++++ Data for this exercise

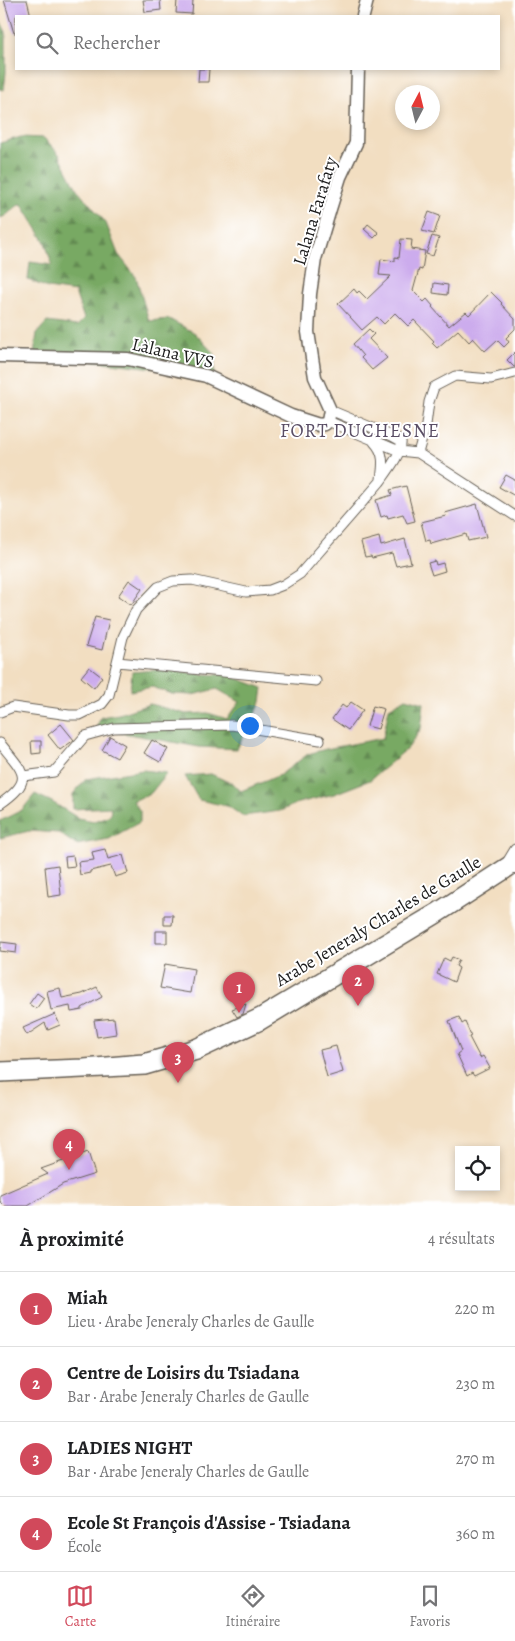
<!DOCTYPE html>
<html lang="fr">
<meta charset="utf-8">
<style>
:root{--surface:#fff;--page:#f2f2f2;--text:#202124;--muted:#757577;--line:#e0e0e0;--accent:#d1495b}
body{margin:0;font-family:Alegreya,serif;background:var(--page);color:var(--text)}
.controls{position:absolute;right:15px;bottom:15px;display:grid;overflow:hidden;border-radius:0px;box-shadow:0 2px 8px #0003}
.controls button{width:45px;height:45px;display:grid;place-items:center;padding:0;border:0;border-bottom:1px solid var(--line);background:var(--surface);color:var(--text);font:25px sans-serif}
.compass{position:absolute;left:395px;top:85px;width:45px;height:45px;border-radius:50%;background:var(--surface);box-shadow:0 2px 8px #0003;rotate:7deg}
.you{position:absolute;left:249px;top:725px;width:18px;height:18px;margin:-12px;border:4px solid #fff;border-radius:50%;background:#1a73e8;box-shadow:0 0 0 8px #1a73e833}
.badge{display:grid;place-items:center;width:32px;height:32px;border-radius:50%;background:var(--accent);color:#fff;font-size:16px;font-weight:700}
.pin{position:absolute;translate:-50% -41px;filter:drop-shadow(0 1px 2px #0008)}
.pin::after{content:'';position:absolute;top:26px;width:18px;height:15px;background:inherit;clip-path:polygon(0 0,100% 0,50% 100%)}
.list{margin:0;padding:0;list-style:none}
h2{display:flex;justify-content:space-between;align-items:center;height:65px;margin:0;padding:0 20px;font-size:21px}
h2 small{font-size:16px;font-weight:400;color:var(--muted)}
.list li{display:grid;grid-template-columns:32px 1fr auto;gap:15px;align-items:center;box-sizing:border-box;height:75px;padding:0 20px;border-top:1px solid var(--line)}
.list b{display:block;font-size:19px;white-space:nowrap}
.list p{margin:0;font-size:16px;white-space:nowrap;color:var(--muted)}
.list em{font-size:16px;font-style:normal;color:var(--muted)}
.icon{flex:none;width:28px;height:28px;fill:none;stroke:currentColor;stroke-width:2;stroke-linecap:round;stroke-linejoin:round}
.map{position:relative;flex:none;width:515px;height:1206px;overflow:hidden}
.search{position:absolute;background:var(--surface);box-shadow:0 2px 8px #0003;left:15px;right:15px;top:15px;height:55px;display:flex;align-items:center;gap:12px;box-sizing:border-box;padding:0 18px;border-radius:0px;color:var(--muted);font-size:19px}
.sheet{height:365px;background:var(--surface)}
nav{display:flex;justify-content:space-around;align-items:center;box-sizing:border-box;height:70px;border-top:1px solid var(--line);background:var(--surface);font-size:14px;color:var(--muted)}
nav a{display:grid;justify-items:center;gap:2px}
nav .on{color:var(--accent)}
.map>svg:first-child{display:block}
.forest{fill:url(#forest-firs);stroke:#4a6240}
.building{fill:#ccaced}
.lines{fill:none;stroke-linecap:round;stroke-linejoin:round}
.minor-casing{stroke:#676056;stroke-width:11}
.tertiary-casing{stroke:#676056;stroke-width:14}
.secondary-casing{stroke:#676056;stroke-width:15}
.minor{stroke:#fff;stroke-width:9}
.tertiary{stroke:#fff;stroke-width:11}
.secondary{stroke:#fff;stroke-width:12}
.labels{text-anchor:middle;stroke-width:4;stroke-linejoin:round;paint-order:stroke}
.street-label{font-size:18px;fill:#1c1c1c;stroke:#fff}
.neighbourhood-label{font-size:19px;letter-spacing:1px;fill:#5a4e65;stroke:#fff}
</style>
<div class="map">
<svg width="515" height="1206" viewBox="0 0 515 1206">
<defs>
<pattern id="forest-firs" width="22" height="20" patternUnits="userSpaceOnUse" patternTransform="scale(1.25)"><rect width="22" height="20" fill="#78a963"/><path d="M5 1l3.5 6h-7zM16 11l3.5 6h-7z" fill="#628951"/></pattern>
</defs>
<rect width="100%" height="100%" fill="#fff"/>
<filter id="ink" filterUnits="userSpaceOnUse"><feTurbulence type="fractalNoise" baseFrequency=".02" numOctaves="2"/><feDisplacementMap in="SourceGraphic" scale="10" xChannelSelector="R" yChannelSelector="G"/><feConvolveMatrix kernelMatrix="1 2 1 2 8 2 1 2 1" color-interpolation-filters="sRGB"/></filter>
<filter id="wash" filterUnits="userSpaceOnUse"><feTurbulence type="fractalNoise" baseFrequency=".0096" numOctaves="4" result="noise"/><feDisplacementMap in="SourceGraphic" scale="20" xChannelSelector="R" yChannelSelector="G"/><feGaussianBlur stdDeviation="1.12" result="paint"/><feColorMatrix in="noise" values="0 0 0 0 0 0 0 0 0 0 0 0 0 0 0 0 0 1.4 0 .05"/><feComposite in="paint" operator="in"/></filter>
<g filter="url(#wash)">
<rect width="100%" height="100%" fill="#f2dec1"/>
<!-- forest -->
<path class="forest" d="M0,20L6,32V72L4,90L0,89Z
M21,137L44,138L59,154L77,189L106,223L118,254L136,277L149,321L169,319L195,333L215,355L214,375L34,354L37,333L47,322L77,326L84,319L75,292L48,288L28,280L30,262L52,265L45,242L21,203L5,216L0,218V143Z
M166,669L199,674L228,675L263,688L261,702L237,749L199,747L96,728L101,717L119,714L150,704L186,714L208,713L227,719L240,702L217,689L192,695L172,694L152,687L130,691L132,672Z
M406,698L424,703L421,729L408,748L370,780L334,794L298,803L280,811L243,816L227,806L199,800L185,776L211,774L233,784L241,791L280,775L308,754L326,749L383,738L389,708Z
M143,770L167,773L151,793L133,801L140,811V822L109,839L76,845L59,833L29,831L0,838V821L22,810L35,794L52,802L78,818L94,821L110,815L111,807L73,809V794L86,779Z"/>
<g id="blocks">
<!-- building -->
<path class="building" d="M4,0H27L31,16H16V33H14Z
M143,0H160L161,10L145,12Z
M177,0H193L192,14L176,13Z
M199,69H209L208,82H198Z
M429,212L440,216L434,234L422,231Z
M368,224L379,233L374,238L364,229Z
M432,236L439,238L433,256L426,254Z
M401,239L412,240L411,249L425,251L422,270L419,269L413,291L424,302L427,299L433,306L432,307L449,326L466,312L469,315L491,292L502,303L501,304L515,319V329L506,338L509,342L504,347L497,340L485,351L473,338L469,342L458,330L437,348L432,343L434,341L414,320L408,326L395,313L384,324L377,317L362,330L338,304L354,289L357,293L359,291L367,299L391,276L379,275L381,259L395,261V257L399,258Z
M434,283L448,285L447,295L433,293Z
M369,329L374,334L369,339L387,358L372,370L361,358L363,356L353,344Z
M515,352V367H514L507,360Z
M506,475L515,480V496L499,487Z
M406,486L415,521L407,523L403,514L388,518L387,515L381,517L376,500L392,495L390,490Z
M477,504L486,537L468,541L466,534L431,544L430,540L426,541L421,522L446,516L445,513Z
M379,537L381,546L405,539L411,563L396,566L392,553L372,558L371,556L365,557L361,542Z
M435,561L436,565L443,563L445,571L432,575L428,563Z
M129,580L142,589L131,605L118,596Z
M95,617L109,620L102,650L86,646Z
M89,667L102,677L94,688L81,677Z
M351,702L363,710L348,730L332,719L342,705L346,708Z
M373,706L384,709L378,729L367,726Z
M61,724L74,740L60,750L48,735Z
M110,736L125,745L117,758L102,750Z
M152,740L168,749L160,762L144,753Z
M31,741H41V753L32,754Z
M105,849L108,859L123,855L128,873L115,877L111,866L90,871V873L80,875L78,862L94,860L92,852Z
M73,856L75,866L66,867L65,857Z
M58,865L61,895L48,897L45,867Z
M164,915H173L172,925H164Z
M156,931H167V943H156Z
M1,942L17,944L16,953L0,951Z
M452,957L459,960L456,966L459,968L454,982L437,974L444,958L450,961Z
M165,964L194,969L190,993L160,988Z
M97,987L102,997L82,1008V1010L71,1012L70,1006L51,1010L47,991L60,988L62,998L82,994Z
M37,993L44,998L36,1009L29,1004Z
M246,1004L243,1014L237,1017L232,1009Z
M55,1014L60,1025L48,1030L45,1023L27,1035L23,1028Z
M459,1017L462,1024L465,1022L471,1036L469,1037L480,1058L483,1056L490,1068L474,1076L472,1073L467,1076L457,1054L461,1051L449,1021Z
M114,1018L116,1034L97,1037L94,1020Z
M336,1046L343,1072L327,1077L320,1050Z
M88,1152L95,1174L63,1184L28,1206H5L0,1201V1195L48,1174L41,1169Z"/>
</g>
</g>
<g filter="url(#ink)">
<use href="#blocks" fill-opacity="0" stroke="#676056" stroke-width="1"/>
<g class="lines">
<defs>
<path id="minor" d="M328,421L399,451L418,453L515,516
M374,442C385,453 383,465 381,479
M418,453L426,425L429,402L434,387L455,376L491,379L515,373
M117,662L316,681
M0,712L13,707L69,715H80L102,704L109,695L123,637L136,610L158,587L173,581L192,580L246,592L270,590L283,585L300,574L380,482C387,472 403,452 401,441L392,436L330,410
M0,743C23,772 36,779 0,804
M23,776L54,772L85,736L114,728L232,725L320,740
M506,864L515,849"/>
<path id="tertiary" d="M0,1068L84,1065L143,1060L195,1045L260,1014L435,910L507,863L515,860
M0,1076L145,1069L197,1054L261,1024L438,917L515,867"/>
<path id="secondary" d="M363,16L367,0
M0,356L128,359L206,376L291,416L319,425L325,424L328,421L330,410L315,377L308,332L310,294L315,259L330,209L340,177L356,143L358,69"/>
</defs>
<!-- minor casing -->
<use href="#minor" class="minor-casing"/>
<!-- tertiary casing -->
<use href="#tertiary" class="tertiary-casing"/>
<!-- secondary casing -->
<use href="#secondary" class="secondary-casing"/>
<!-- minor -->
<use href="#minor" class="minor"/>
<!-- tertiary -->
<use href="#tertiary" class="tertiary"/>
<!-- secondary -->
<use href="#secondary" class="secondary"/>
</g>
</g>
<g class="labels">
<!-- street labels -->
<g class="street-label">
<text transform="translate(315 211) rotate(-73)" y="6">Lalana Farafaty</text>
<text transform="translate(173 353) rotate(13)" y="6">Làlana VVS</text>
<text transform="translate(378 921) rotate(-31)" y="6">Arabe Jeneraly Charles de Gaulle</text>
</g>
<!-- neighbourhood labels -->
<g class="neighbourhood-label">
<text x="360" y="437">FORT DUCHESNE</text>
</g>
</g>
</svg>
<div class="controls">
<button><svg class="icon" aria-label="locate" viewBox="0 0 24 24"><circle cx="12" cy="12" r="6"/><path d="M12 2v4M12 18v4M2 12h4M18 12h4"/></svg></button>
</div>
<svg class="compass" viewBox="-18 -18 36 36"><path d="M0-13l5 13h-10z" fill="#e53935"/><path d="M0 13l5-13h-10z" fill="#757577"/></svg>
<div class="you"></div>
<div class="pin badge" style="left:239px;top:1013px">1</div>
<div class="pin badge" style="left:358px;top:1006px">2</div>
<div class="pin badge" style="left:178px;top:1083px">3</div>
<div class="pin badge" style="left:69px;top:1170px">4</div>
<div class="search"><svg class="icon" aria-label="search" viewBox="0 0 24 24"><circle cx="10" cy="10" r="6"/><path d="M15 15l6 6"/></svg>Rechercher</div>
</div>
<section class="sheet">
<h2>À proximité<small>4 résultats</small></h2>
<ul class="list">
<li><span class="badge">1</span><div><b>Miah</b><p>Lieu · Arabe Jeneraly Charles de Gaulle</p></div><em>220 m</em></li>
<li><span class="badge">2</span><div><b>Centre de Loisirs du Tsiadana</b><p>Bar · Arabe Jeneraly Charles de Gaulle</p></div><em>230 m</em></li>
<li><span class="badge">3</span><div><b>LADIES NIGHT</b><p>Bar · Arabe Jeneraly Charles de Gaulle</p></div><em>270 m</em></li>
<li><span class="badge">4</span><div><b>Ecole St François d'Assise - Tsiadana</b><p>École</p></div><em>360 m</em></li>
</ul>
</section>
<nav>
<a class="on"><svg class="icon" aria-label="map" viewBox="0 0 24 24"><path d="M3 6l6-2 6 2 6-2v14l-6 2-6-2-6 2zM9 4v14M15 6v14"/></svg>Carte</a>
<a><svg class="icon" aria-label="directions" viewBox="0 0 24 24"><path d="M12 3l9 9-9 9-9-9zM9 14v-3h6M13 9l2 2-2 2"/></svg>Itinéraire</a>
<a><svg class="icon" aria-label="saved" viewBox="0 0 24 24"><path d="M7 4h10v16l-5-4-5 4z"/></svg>Favoris</a>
</nav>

++++++++

Task to complete> Some lines in the data above hold the string "compass". Find and copy each of them.

Solved problem>
.compass{position:absolute;left:395px;top:85px;width:45px;height:45px;border-radius:50%;background:var(--surface);box-shadow:0 2px 8px #0003;rotate:7deg}
<svg class="compass" viewBox="-18 -18 36 36"><path d="M0-13l5 13h-10z" fill="#e53935"/><path d="M0 13l5-13h-10z" fill="#757577"/></svg>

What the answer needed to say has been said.